Once we create this space and make it welcoming with the right furniture, we will need to add some maker materials. Teachers in the Eastern Townships School Board are issued their own laptops and iPads (depending on the grade level they teach), so we will not need to provide this type of machine. It might be useful to provide some speakers, earbuds, and of course, power bars to plug into. It would be great to have a green screen as well as some kind of tripod that will hold an iPad. Eventually, a Swivl would be fantastic! It is important to us that we not stop with the technology side of things. We would stock the space with materials, but we have not yet made the list of these.

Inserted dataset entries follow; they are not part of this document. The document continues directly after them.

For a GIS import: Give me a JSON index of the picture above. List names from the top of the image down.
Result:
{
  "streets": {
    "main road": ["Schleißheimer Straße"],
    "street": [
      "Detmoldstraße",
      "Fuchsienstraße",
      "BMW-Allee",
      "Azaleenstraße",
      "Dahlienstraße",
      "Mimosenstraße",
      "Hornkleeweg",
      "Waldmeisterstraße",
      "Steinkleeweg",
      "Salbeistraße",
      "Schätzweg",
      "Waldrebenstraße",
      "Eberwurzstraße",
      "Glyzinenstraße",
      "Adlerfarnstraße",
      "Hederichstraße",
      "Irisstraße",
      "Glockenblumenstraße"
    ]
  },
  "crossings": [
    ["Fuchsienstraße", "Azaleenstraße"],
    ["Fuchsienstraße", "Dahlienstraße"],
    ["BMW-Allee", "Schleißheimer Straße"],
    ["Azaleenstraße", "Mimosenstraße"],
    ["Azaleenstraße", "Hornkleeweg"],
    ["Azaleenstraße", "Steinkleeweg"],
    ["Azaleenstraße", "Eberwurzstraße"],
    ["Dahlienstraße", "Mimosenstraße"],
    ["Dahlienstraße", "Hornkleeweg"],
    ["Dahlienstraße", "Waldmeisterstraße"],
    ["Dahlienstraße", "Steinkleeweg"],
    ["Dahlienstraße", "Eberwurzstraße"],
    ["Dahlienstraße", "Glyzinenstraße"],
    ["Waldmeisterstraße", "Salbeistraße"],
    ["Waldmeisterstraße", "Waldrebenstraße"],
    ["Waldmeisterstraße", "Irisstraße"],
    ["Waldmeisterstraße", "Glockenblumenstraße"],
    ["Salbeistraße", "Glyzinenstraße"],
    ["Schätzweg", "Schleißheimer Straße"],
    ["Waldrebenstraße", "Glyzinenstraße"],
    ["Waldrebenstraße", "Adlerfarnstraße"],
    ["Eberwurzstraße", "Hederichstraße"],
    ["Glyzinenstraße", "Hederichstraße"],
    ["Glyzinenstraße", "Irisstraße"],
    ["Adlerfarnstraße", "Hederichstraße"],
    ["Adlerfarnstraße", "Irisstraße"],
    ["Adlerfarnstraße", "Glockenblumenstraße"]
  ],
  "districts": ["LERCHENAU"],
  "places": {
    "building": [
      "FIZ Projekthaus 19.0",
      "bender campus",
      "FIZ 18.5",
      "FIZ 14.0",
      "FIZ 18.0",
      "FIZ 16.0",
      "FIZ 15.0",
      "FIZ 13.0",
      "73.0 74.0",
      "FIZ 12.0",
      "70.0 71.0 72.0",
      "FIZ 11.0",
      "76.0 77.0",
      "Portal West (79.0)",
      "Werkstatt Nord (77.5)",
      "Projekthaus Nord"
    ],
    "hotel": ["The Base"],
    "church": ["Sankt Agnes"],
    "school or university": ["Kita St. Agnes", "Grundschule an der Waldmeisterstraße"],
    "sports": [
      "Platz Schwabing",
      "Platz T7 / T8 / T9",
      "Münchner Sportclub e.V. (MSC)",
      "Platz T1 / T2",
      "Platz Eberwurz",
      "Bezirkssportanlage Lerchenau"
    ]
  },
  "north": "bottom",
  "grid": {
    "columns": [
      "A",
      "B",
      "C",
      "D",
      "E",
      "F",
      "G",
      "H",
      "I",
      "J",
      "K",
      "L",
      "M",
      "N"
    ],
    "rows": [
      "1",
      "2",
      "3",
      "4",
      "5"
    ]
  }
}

Now comes the fun do we see this space being used? The Learning Commons could be used by Pedagogical Services team members as needed. It would also serve as a breakout space for small groups of administrators during principals' meetings. While these might be the immediate function of the space, the intention is that this Model Learning Commons would be a space to teach principals about the kinds of spaces they can create in their schools. Principals would even be able to reserve the Learning Commons for a Pedagogical day and bring their teachers to the central office for a full-day of whole-staff professional development. This training would include information about learning commons and maker spaces, as well as some hands-on experience with Making.

Cheryl and I are both excited to see what kind of space we can create and how we can share the idea of learning commons and fitting Making into teachers' lessons. We are hoping that some ISTE participants will help us out with some suggestions for technology and non-technology materials that we should include. Please let us know what you think will be essential. We can't wait to hear your thoughts.